When I was pregnant with my first child, I was determined I was never going to let her eat sugar. Ever. And I didn’t just mean the straight-up, white, grainy variety – no, my daughter was not going to be tricked into consuming it through seemingly harmless cereals, fruit drinks and snacks. I figured if she never tried it, she’d never want it.
For the first six months of her life it was easy for me to keep my holier-than-though approach to all things sweet as she lived on a diet of milk alone. Once solids were introduced, I gave myself (sugar-free) brownie points as I watched her happily eat pureed broccoli, zucchini and other vegies she won’t touch now.
I would ‘tut tut’ quietly to myself as I saw other mums feed their under-ones Arrowroot biscuits. I’d recoil in horror when the friendly man at my local corner store would offer my six-month-old a chocolate frog. ‘She hasn’t even got teeth!’ I’d exclaim. He’d just shake his head, mutter ‘poor thing’ and give my baby a sympathetic look as though she had a life of misery ahead of her.
As my daughter approached her first birthday, I knew a cake sweetened with apple juice and topped with cream cheese wasn’t going to cut it. Instead, like a kid in a candy store (so to speak), I packed 12-months worth of the sugar into her birthday cake. My daughter loved it. And to be honest, I loved her loving it. It was pure joy to watch her grab two handfuls of sponge at a time, smear pink icing over her cheeks and her eyes grow wide with each mouthful. It was a rush, a high, an ‘I want more of this’ experience for both of us.

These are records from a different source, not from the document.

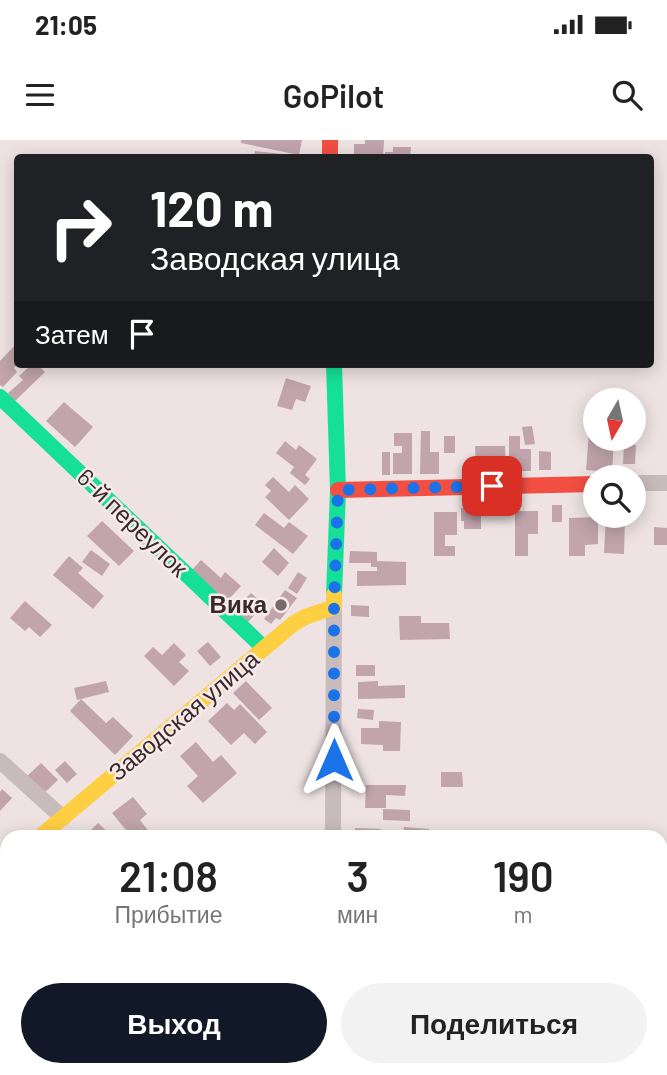 <!DOCTYPE html>
<html lang="ru">
<meta charset="utf-8">
<style>
body{margin:0;font-family:Barlow,sans-serif;background:#f2f2f2;color:#222;height:100vh;display:flex;flex-direction:column;font-size:26px;white-space:nowrap}
*{box-sizing:border-box;margin:0}
p{font-size:23px;color:#767676}
.icon{flex:none;width:38px;height:38px;fill:none;stroke:currentColor;stroke-width:2;stroke-linecap:round;stroke-linejoin:round}
.map{position:relative;flex:1;overflow:hidden}
.panel{position:absolute;left:0px;top:690px;width:668px;height:247px;display:flex;flex-direction:column;background:#fff;border-radius:21px 21px 0 0;box-shadow:0 4px 18px #0003}
.panel>*{flex:none}
.top-card{position:absolute;left:14px;top:14px;width:640px;height:214px;border-radius:7px;box-shadow:0 4px 18px #0003;background:#202124;color:#fff;overflow:hidden}
.needle{width:46px;rotate:189deg}
.fabs{position:absolute;left:583px;top:248px;display:grid;gap:14px}
.fabs a{display:grid;place-items:center;width:63px;height:63px;border-radius:50%;background:#fff;box-shadow:0 4px 18px #0003;font-size:35px}
.pin{position:absolute;display:grid;place-items:center;width:60px;height:60px;color:#fff;margin:-30px;border-radius:14px;box-shadow:0 4px 10px #0006}
.me{position:absolute;width:77px;margin:-38px;rotate:0deg;stroke-linejoin:round;filter:drop-shadow(0 0 5px #0008)}
.turn{display:flex;align-items:center;gap:24px;height:147px;padding:0 21px;font-size:32px}
.turn .icon{width:91px;height:91px;stroke-width:2.5}
.turn b{display:block;font-size:49px;line-height:60px}
.then{display:flex;align-items:center;height:66px;padding:0 21px;background:#0003;gap:14px;font-size:26px}
.eta{display:flex;justify-content:space-evenly;align-items:center;height:119px;text-align:center}
.eta b{font-size:42px;font-weight:600;line-height:49px}
.button{display:flex;gap:14px;margin-top:auto;padding:14px 21px}
.button a{flex:1;height:80px;border-radius:42px;background:#111827;color:#fff;font-size:28px;font-weight:600;line-height:80px;text-align:center}
.button a+a{background:#f2f2f2;color:#222}
.status{display:flex;justify-content:space-between;align-items:center;height:49px;padding:0 35px;background:#fff;direction:ltr}
.status svg{height:19px;fill:currentColor}
header{display:flex;justify-content:space-between;align-items:center;height:91px;padding:0 21px;background:#fff;font-size:32px;font-weight:600}
.map>svg:first-child{display:block}
.building{fill:#c1a4ac}
.lines{fill:none;stroke-linecap:round;stroke-linejoin:round}
.street{stroke:#c7bbbc;stroke-width:16}
.fast{stroke:#16e098;stroke-width:16}
.slow{stroke:#ffcf43;stroke-width:16}
.jam{stroke:#f24e42;stroke-width:16}
.route{stroke:#1a73e8;stroke-width:12;stroke-dasharray:0 21.6}
.poi-dot{fill:#776a6c;stroke:#f9eaea;stroke-width:2.5}
.labels{text-anchor:middle;stroke-width:5;stroke-linejoin:round;paint-order:stroke}
.street-label{font-size:24px;fill:#37292d;stroke:#f9eaea}
.poi-label{font-size:24px;font-weight:bold;fill:#37292d;stroke:#f9eaea;text-anchor:end}
</style>
<div class="status"><b>21:05</b><svg viewBox="0 0 49 12"><path d="M0 12V9h3v3zM5 12V6h3v6zM10 12V3h3v9zM15 12V0h3v12zM26 1h20v11H26zM47 4h2v5h-2z"/></svg></div>
<header><svg class="icon" aria-label="menu" viewBox="0 0 24 24"><path d="M4 6h16M4 12h16M4 18h16"/></svg>GoPilot<svg class="icon" aria-label="search" viewBox="0 0 24 24"><circle cx="10" cy="10" r="6"/><path d="M15 15l6 6"/></svg></header>
<div class="map">
<svg width="667" height="935" viewBox="0 0 667 935">
<rect width="100%" height="100%" fill="#eee2e2"/>
<path class="building" d="M 241,0 L 302,0 L 299,15 L 241,3 Z
M 365,0 L 384,0 L 383,18 L 354,18 L 354,4 L 365,4 Z
M 393,7 L 411,7 L 410,18 L 385,18 L 385,12 L 393,12 Z
M 255,11 L 282,14 L 282,18 L 254,18 Z
M 18,202 L 18,224 L 14,228 L 17,232 L 3,247 L 0,245 L 0,221 Z
M 32,224 L 37,224 L 45,232 L 15,261 L 8,253 L 23,240 L 19,236 Z
M 344,224 L 365,224 L 365,227 L 344,226 Z
M 286,238 L 311,246 L 305,262 L 296,259 L 292,270 L 277,266 Z
M 64,262 L 93,287 L 75,307 L 46,281 Z
M 532,286 L 535,304 L 525,305 L 522,287 Z
M 421,291 L 430,291 L 430,312 L 439,312 L 439,334 L 420,334 Z
M 589,292 L 595,292 L 595,299 L 614,299 L 612,332 L 586,330 Z
M 394,293 L 412,293 L 412,334 L 393,334 L 393,313 L 402,313 L 402,306 L 394,306 Z
M 444,296 L 455,296 L 455,313 L 444,313 Z
M 509,296 L 520,296 L 520,309 L 531,309 L 531,331 L 509,331 Z
M 285,301 L 296,310 L 299,305 L 317,319 L 305,335 L 310,339 L 305,345 L 290,333 L 294,327 L 276,313 Z
M 624,304 L 636,305 L 635,324 L 623,324 Z
M 475,306 L 505,306 L 506,332 L 476,332 Z
M 539,311 L 551,312 L 551,330 L 539,330 Z
M 382,312 L 390,312 L 390,335 L 382,335 Z
M 273,337 L 289,352 L 295,345 L 309,359 L 289,380 L 265,357 L 271,351 L 265,345 Z
M 552,365 L 562,365 L 562,382 L 552,382 Z
M 461,368 L 481,368 L 481,389 L 464,389 L 464,381 L 461,381 Z
M 515,371 L 538,371 L 538,394 L 528,394 L 528,416 L 515,416 Z
M 434,372 L 457,372 L 457,395 L 445,395 L 445,406 L 455,406 L 455,416 L 434,416 Z
M 264,373 L 284,388 L 289,382 L 308,396 L 293,414 L 255,385 Z
M 606,376 L 625,376 L 624,414 L 604,413 Z
M 598,377 L 598,404 L 585,405 L 585,416 L 569,416 L 569,378 Z
M 102,381 L 134,411 L 119,426 L 87,396 Z
M 654,387 L 667,388 L 667,405 L 654,405 Z
M 274,408 L 289,423 L 278,436 L 262,422 Z
M 91,410 L 110,424 L 102,436 L 82,422 Z
M 350,411 L 377,412 L 377,421 L 406,422 L 406,445 L 357,446 L 357,431 L 377,431 L 377,427 L 371,427 L 371,423 L 349,423 Z
M 69,416 L 83,428 L 78,433 L 104,456 L 93,469 L 53,435 Z
M 201,420 L 221,438 L 225,432 L 241,446 L 227,461 L 192,430 Z
M 298,432 L 307,438 L 297,454 L 288,448 Z
M 285,450 L 297,458 L 280,480 L 276,478 L 271,484 L 264,479 Z
M 251,453 L 264,465 L 248,482 L 235,469 Z
M 25,461 L 52,485 L 40,497 L 29,487 L 25,491 L 10,478 Z
M 351,465 L 369,466 L 369,477 L 351,476 Z
M 399,476 L 421,476 L 421,483 L 449,483 L 450,499 L 400,500 Z
M 208,502 L 221,517 L 210,526 L 197,511 Z
M 174,503 L 186,515 L 179,522 L 189,531 L 174,546 L 144,516 L 153,507 L 162,515 Z
M 356,525 L 375,525 L 375,536 L 356,536 Z
M 106,541 L 109,552 L 77,560 L 74,548 Z
M 246,541 L 272,568 L 259,580 L 233,553 Z
M 378,541 L 378,546 L 405,545 L 405,558 L 358,559 L 358,542 Z
M 81,559 L 106,583 L 113,577 L 133,596 L 115,615 L 70,571 Z
M 227,563 L 234,570 L 240,564 L 267,592 L 255,604 L 244,593 L 231,605 L 208,581 Z
M 358,569 L 374,570 L 373,580 L 357,578 Z
M 379,581 L 401,582 L 400,611 L 383,611 L 383,605 L 361,604 L 361,588 L 379,588 Z
M 196,602 L 213,622 L 221,615 L 237,633 L 203,663 L 187,646 L 198,636 L 180,616 Z
M 65,621 L 77,634 L 67,643 L 55,630 Z
M 41,623 L 58,640 L 43,654 L 26,637 Z
M 441,632 L 462,632 L 463,647 L 441,647 Z
M 366,645 L 406,645 L 405,656 L 386,655 L 386,668 L 365,668 Z
M 2,649 L 12,658 L 0,671 L 0,652 Z
M 133,657 L 147,674 L 140,680 L 150,693 L 146,696 L 131,696 L 112,673 Z
M 383,669 L 410,670 L 410,681 L 383,680 Z
M 98,683 L 112,696 L 85,696 Z
M 404,687 L 429,689 L 428,696 L 403,696 Z
M 355,688 L 381,689 L 381,696 L 355,696 Z
M 7,747 L 7,781 L 3,785 L 0,782 L 0,754 Z"/>
<g class="lines">
<path class="street" d="M 634,343 L 667,343
M 0,621 L 63,678
M 333,696 L 334,467
M 332,935 L 332,929"/>
<path class="fast" d="M 334,224 L 338,350 L 334,455
M 0,257 L 264,508"/>
<path class="slow" d="M 41,696 L 293,484 L 305,477 L 334,467 L 334,455
M 0,731 L 7,725"/>
<path class="jam" d="M 330,0 L 330,18
M 338,350 L 595,344"/>
</g>
<g class="lines">
<path class="route" d="M 334,620 L 334,467 L 338,350 L 492,346"/>
</g>
<circle class="poi-dot" cx="281" cy="465" r="7"/>
<g class="labels">
<g class="street-label">
<text transform="translate(132 383) rotate(44)" y="8">6-й переулок</text>
<text transform="translate(184 576) rotate(-40)" y="8">Заводская улица</text>
</g>
<g class="poi-label">
<text x="267" y="473">Вика</text>
</g>
</g>
</svg>
<div class="fabs">
<a><svg class="needle" viewBox="-14 -14 28 28"><path d="M0-13l5 13h-10z" fill="#e53935"/><path d="M0 13l5-13h-10z" fill="#767676"/></svg></a>
<a><svg class="icon" aria-label="search" viewBox="0 0 24 24"><circle cx="10" cy="10" r="6"/><path d="M15 15l6 6"/></svg></a>
</div>
<div class="pin" style="left:492px;top:346px;background:#d93025"><svg class="icon" aria-label="arrive" viewBox="0 0 24 24"><path d="M6 21V4h12l-3 4 3 4H6"/></svg></div>
<svg class="me" style="left:334px;top:620px" viewBox="-20 -20 40 40"><path d="M0-17L14 15 0 8-14 15z" fill="#1a73e8" stroke="#fff" stroke-width="4"/></svg>
<div class="top-card">
<div class="turn"><svg class="icon" aria-label="right" viewBox="0 0 24 24"><path d="M7 20v-9h11M14 6l5 5-5 5"/></svg><div><b>120 m</b>Заводская улица</div></div>
<div class="then">Затем<svg class="icon" aria-label="arrive" viewBox="0 0 24 24"><path d="M6 21V4h12l-3 4 3 4H6"/></svg></div>
</div>
<section class="panel">
<div class="eta">
<div><b>21:08</b><p>Прибытие</p></div>
<div><b>3</b><p>мин</p></div>
<div><b>190</b><p>m</p></div>
</div>
<div class="button"><a>Выход</a><a>Поделиться</a></div>
</section>
</div>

From that day forth, I figured a little bit of sweetness here and there was fairly harmless. But gradually the once-a-week treat was becoming an almost daily event. It was impossible to queue at the supermarket and not give into the lollypop request or to say ‘no’ to the marshmallow that came with her babycino. Later in her toddler years, when she starting asking for lemonade at breakfast time – and I considered saying ‘yes’ - I knew we’d both gone to far…
It was time to make like Sarah Wilson and quit sugar! Like many addictions, the best approach was to go cold turkey. I began to use the lolly-free aisles at the supermarket, babycino dates were off the cards and the fridge became a soft-drink free zone.
And while I braced myself for a serious meltdown from my child, she was actually quite fine about it. If anyone felt any loss, it was me. I missed seeing the joy on her face when I bought her a lollypop. I missed the cuddles we’d share eating donuts together. I missed the cuteness of her little face all covered in ice-cream on a hot day.
But then I realised that life has plenty of joyous, cuddly and cute moments that don't require a sugar hit. Pushing her on swing, reading her a book, playing dress ups… all certified sugar-free goodness.
And best of all, these days when I do buy her the occasional treat, it is all the more sweeter – for both of us.